About Me

I used to be one of the biggest beef eaters in the bunch, so talk about intimidating when my future in-laws were coming for dinner for the first time –

What does someone cook? I had no idea. I didn’t think I’d be able to get away with just a salad with an oil and vinegar dressing… plus my growling stomach could get embarrassing during that first meeting.

With a bit of training in French Cuisine, it’s pretty tough fighting the urge to put bacon, duck fat or just butter into an entrée. Naturally, MY parents think this is great when they’re en route for a family feast – but when both families are coming? What is a girl to do?

As might be expected, I set off blazing for and all vegetarian cookbooks I could get my greasy mitts on searching for answers. The books were filled with beautiful images of quiches, soufflés and vegetable lasagnas. Hmmm, ooey gooey goodness…
Stop. Wait, hello, they don’t eat eggs or cheese.
Vegan – NO animal products, no milk, no cheese.
Now, what was I supposed to feed them? Sand?

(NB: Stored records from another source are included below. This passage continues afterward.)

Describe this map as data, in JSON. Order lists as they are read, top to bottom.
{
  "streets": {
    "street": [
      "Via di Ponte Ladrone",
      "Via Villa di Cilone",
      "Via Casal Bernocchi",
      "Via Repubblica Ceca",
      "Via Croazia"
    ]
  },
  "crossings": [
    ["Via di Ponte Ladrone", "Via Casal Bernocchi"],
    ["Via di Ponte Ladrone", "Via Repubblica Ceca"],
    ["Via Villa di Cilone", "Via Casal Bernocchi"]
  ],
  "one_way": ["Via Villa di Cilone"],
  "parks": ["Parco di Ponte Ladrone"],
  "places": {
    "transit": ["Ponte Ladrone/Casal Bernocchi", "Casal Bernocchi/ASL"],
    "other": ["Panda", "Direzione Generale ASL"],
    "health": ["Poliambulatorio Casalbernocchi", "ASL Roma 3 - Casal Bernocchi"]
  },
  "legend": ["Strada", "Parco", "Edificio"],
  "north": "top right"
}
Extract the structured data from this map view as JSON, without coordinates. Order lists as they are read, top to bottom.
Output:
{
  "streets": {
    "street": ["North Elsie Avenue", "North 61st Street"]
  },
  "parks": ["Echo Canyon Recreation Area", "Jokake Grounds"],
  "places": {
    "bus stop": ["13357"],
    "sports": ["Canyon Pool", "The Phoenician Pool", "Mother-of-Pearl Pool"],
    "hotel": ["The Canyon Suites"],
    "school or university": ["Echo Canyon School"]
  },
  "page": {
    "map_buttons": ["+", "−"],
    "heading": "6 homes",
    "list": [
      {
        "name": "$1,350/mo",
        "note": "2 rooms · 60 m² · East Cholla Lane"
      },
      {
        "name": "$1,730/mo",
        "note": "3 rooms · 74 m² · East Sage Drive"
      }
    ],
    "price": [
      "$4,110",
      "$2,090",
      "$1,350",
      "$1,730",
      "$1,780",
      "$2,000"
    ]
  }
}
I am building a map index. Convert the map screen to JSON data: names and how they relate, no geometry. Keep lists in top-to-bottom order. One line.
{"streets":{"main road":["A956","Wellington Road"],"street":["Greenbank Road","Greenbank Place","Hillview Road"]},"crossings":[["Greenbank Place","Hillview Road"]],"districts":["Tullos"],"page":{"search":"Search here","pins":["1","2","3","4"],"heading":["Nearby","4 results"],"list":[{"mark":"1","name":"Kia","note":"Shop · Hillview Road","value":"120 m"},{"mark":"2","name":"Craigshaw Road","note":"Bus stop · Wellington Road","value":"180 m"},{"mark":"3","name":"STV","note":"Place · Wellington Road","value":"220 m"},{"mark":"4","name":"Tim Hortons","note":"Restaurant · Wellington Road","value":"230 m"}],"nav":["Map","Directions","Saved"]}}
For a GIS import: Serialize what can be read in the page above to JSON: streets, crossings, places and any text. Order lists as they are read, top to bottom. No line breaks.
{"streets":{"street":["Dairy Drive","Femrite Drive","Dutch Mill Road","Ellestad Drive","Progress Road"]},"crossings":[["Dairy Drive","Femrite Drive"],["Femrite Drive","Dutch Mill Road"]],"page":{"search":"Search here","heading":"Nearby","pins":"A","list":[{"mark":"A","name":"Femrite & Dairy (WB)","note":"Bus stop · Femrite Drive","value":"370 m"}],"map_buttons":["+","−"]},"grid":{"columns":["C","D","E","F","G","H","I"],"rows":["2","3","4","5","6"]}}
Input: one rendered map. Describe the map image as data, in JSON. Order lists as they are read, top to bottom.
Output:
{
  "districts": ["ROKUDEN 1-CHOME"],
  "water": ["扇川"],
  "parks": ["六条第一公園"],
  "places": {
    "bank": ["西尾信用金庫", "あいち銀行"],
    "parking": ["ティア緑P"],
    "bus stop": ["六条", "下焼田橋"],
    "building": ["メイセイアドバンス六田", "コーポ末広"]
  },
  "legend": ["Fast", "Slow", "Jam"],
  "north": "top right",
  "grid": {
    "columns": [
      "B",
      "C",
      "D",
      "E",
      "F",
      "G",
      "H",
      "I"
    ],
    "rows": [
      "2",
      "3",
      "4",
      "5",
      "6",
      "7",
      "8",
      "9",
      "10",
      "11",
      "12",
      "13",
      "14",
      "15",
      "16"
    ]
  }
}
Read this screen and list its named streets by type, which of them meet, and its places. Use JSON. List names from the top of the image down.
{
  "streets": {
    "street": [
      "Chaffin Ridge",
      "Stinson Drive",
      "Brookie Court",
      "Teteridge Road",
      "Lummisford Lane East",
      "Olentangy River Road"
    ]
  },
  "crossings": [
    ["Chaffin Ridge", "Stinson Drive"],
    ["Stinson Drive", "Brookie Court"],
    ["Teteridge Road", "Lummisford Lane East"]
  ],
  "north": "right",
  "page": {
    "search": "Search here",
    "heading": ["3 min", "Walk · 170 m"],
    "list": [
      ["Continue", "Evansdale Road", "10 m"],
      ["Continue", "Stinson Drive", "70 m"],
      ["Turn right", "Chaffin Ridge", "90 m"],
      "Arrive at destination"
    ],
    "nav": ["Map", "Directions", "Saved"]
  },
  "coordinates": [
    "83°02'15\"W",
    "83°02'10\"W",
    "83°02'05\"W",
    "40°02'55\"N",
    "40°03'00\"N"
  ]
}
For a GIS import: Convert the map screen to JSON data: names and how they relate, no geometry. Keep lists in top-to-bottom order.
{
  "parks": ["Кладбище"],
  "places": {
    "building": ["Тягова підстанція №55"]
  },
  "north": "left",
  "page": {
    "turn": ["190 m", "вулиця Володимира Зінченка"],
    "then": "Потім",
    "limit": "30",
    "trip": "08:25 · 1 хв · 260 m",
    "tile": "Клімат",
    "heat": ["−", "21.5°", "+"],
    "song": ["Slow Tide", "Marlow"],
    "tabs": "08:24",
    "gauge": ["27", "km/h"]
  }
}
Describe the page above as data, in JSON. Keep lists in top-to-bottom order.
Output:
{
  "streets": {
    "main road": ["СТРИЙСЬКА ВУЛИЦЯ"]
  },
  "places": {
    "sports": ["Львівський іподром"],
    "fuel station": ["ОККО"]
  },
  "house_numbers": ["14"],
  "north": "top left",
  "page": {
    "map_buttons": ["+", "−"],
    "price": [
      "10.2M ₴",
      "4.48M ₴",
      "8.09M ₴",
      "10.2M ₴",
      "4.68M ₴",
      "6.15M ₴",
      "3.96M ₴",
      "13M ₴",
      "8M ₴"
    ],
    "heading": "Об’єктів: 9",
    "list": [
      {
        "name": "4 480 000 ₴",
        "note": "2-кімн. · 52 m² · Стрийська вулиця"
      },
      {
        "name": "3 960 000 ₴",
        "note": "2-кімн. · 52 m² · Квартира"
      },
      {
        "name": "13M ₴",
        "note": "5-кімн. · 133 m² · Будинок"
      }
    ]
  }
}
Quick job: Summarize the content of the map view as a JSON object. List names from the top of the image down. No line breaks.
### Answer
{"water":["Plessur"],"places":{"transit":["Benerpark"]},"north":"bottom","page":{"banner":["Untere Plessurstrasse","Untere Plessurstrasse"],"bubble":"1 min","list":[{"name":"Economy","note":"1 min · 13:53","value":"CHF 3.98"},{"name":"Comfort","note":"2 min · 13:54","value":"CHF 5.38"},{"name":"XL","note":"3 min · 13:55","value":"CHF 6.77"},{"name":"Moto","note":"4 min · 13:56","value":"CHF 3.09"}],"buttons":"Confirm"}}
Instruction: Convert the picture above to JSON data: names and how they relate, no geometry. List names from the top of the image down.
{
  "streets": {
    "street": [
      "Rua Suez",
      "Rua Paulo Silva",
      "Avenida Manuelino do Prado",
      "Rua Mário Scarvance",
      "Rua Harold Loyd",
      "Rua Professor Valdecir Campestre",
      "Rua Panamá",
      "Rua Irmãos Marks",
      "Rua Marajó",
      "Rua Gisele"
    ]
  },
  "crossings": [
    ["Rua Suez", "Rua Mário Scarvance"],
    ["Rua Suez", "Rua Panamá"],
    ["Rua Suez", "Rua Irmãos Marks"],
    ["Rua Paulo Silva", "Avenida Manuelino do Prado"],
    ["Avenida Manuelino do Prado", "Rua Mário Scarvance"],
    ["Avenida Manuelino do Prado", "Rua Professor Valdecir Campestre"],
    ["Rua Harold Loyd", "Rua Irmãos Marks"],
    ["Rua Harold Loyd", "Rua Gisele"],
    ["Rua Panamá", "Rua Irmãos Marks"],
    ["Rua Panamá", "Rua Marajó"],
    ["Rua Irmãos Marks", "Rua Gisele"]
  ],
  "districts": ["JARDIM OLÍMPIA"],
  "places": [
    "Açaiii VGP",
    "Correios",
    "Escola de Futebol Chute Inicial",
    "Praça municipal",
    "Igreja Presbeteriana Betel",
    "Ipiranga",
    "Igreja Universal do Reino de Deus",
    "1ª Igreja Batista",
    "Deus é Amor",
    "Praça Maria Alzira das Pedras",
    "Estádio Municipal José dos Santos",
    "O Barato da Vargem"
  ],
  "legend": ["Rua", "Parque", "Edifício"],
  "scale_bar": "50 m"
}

As I researched and studied food science a bit more, this funny thing happened, I realized that they are not rabbits and nor could I feed them birdseed like I was raised to think. However, I still personally had one dining hurdle to overcome myself. How was I to complete a meal without just having a plate full of side dishes? My brain and my stomach,  needed to get that satisfaction from eating. I mean, I love green beans, I’ll eat them until I turn green when they’re in season, but it’s still just a side dish of green beans. My body is bound to continue searching for something more on that plate to call it a meal, otherwise it’s just a huge snack of beans and a fabulous excuse to eat butter.

So where was I? Right, sand, green beans and satisfying all your guests at dinner. I started slowly and realized that spaghetti without the meatball might be a good alternative, but they may be on to me after a few meals. Besides, many pastas contain eggs, so that wasn’t the answer. But I felt I was getting somewhere, I was on to something.

With the help of this blog I’ve started to get it all down. There are so many gratifying meals to be had.
I’ve learned I actually can please people all of the time and, if it was any addition to my new accomplishment, I think I’ve shed a few pounds in the process of developing these evolved eating habits. I usually have an idea of what to cook for dinner when company is coming and it’s something that I can feel satisfied eating. Something filling, but also something I can recognize it as a meal, a main course and not just a series of side dishes.

Be creative, evolve and enjoy.

I’d love to hear from you.

Writer, stylist, photographer and cook of all things edible.

I am available for freelance work as a food writer, food stylist and photographer, and recipe developer. Contact me for further information.

Feel free to email me at: veganvisitor@gmail.com

All material is copyrighted Vegan Visitor/Food+Photography, Dayna McIsaac


6 Responses to “About Me”

  1. really wonderfully explained. i’ve been so many things – raw – vegan – macro – the works. now i just try and be balanced and if i eat meat i want it grass fed – all natural. etc… i just bought bacon which i rarely have but it was from niman ranch. so you do the best you can – and in my case that involves reigning it on from time to time….

  2. dayna, thank you for the vegan creme brulet! also I was looking for hot cross buns with out animal products or nearly vegan. thank you for your webpage blog.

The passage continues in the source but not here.